When I get him all set up I’ll post a pic.


----------



## Pigeonworldwide (Dec 10, 2003)

I would love to see a pic of this bird! Maybe when you catch him/her you can get it a friend or some friends. Pigeons are very social animals.


----------



## shamus46 (Jun 9, 2004)

I went and got 36” X 30” X 18” rabbit cage and a piece of plywood for a roof and sides. I put it on a small picnic table my wife made years ago and set it in the corner of the garage and shed facing south west. I suspended a 2 X 4 in it for a perch. Today I caught him and put him into his new home. I have enclosed a link to the pictures of him and the loft we made. http://shamus.mystarband.net/jim/pigeon.html


----------



## TAWhatley (Mar 6, 2001)

Very nice looking pigeon and a great home you have made for him. Thanks for sharing the pictures!

Terry


----------



## shamus46 (Jun 9, 2004)

Had to let everybody know, just one week to the day and Buddy ate out of my hand for the first time.








Thanks again,
Jim http://shamus.mystarband.net/jim/pigeon.html


----------



## maryco (Apr 1, 2002)

That's great!


----------



## shamus46 (Jun 9, 2004)

I have added two new pics to my home page of Buddy eating out of my hand for the first time.

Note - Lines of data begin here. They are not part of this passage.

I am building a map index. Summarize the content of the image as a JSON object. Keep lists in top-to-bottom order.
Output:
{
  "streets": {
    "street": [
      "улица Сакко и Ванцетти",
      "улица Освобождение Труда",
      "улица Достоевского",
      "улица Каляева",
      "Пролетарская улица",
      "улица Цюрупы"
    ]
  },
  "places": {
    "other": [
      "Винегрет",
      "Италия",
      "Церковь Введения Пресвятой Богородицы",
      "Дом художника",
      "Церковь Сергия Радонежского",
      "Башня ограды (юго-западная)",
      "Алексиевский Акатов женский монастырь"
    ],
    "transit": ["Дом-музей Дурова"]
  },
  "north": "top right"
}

http://shamus.mystarband.net/jim/pigeon.html


----------



## maryco (Apr 1, 2002)

Very nice..









Thanks for sharing!

Mary


----------



## Birdmom4ever (Jan 14, 2003)

Thank you for sharing your heartwarming story and lovely pictures. He's a beauty.


----------



## shamus46 (Jun 9, 2004)

*Beauty flew the coop*

I‘m very sad to announce that Beauty is gone. Late yesterday afternoon she had finished her bath and had some supper. It was about an hour or so before dark and she was trying harder then usual to get out so I thought, with it being so close to dark it would be a safe time to let her take a quick flight. She had been pent up for about 10 days. I figured she had gotten attached enough to me that she wouldn’t go far and come right back to roost. But, to my horror she headed for the woods where she was roosting before and after flying for about 5 -10 minutes disappeared into the trees. I thought she would probably roost in the same tree she did before I caught her and come for something to eat today. It‘s well after dark now and we haven’t seen hide nor hare of her. 
I haven’t had the hart to shut down her home page, I’ probably do it tomorrow.


----------



## maryco (Apr 1, 2002)

I'm so sorry to hear that but don't lose hope, I'm sure Buddy will come back!

Keep us posted!

Mary


----------



## Skyeking (Jan 17, 2003)

Shamus,

I'm sorry to hear that Beauty took off. But please don't give up right away, as Mary said, she might come back. Sometimes pigeons do rehome!

Treesa


----------



## Snowbird (Jun 24, 2004)

There is still a chance as noted above, and it is not a surprise what happened. A single bird, a stressed past, no support group, and a forced internship is a recipe for a bird not feeling it is home--not your fault. If she flew with a full stomach well that comes down to you.


----------